Content marketing allows you to promote yourself as well as the content you produce. It revolves around brand recognition and requires a dedicated effort by content marketers to make content that is both deeply engaging as well as highly entertaining. One of the newest methods of content marketing that has come out of the 21st century is the penchant for content marketers to develop eBooks.
eBooks have now long been a part of the Internet and many companies have benefited fromproducing an eBook that deals with solving a specific problem or discussing a particular issue. Writing an eBook means that you have to understand what the needs of your audience are and how you can help to fulfil those needs by targeting your audience specifically. Unfortunately, there’s no recipe for making an eBook that can go viral. That takes research on your part.
Eight Guidelines For Creating an Awesome eBook
However, there are a number of guidelines available that help you to put together an eBook that has the potential to spread to millions of people worldwide. Here we examine a few of the things that you should do to create an eBook that’s worth writing.

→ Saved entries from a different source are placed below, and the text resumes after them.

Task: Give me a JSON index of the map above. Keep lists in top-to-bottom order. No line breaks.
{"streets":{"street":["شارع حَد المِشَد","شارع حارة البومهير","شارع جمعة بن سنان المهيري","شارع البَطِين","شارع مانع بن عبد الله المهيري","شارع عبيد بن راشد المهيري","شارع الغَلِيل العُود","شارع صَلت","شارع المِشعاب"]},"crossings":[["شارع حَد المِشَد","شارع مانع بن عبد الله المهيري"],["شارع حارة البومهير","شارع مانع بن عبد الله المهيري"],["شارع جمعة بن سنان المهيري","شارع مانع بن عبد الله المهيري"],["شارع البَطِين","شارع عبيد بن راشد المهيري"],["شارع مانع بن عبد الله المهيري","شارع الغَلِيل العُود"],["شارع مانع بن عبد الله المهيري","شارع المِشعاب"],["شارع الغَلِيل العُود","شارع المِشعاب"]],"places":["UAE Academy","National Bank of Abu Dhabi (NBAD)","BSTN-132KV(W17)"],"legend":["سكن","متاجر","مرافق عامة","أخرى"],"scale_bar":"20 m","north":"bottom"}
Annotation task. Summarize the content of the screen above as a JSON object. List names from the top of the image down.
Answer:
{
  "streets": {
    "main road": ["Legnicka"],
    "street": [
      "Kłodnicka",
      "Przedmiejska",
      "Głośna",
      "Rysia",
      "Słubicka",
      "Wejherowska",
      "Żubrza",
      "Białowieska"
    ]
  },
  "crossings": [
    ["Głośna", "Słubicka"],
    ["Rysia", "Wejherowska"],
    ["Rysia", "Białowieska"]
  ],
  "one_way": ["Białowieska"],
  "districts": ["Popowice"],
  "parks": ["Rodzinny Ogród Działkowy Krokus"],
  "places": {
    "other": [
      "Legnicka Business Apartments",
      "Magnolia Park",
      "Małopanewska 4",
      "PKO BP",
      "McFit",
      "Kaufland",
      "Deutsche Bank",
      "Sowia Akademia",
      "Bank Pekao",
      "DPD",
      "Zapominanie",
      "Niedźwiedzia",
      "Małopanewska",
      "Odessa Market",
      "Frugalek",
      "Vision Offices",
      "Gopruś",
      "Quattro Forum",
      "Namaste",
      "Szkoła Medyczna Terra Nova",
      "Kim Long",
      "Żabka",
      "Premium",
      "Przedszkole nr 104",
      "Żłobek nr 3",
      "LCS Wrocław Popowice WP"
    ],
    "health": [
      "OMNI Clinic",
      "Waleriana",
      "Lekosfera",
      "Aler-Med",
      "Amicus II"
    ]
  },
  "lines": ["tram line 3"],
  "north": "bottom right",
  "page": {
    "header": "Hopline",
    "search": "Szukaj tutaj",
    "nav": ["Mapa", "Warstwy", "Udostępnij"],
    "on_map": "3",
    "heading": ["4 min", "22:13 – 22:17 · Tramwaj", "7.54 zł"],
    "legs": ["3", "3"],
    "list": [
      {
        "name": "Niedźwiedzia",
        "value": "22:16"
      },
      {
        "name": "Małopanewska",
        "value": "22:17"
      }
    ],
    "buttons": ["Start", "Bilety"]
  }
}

- Know Your Audience. As with content creation, the No. 1 thing you can do to write an eBook that appeals to a specific niche of readers is to know your readership. Setting out the things that defines your audience allows you to make an eBook that is personal and addresses specific characteristics of a niche. When writing an eBook, the aim is to provide information and possible solutions but you can’t do that unless you know the things that plague your readers. Ideally, if you already have content that deals with a topic, then it is probably best to stick to a topic you are already well-known for. Trying to branch out when you’ve already established a brand presence as an authority on a specific thing is a bad idea. EBooks need to present their information to their audience in a tone that their audience agrees with. This means that a book written for personal trainers is obviously not going to have the same tone as one written for homemakers. Knowing who you’re writing for allows you to adjust your tone accordingly.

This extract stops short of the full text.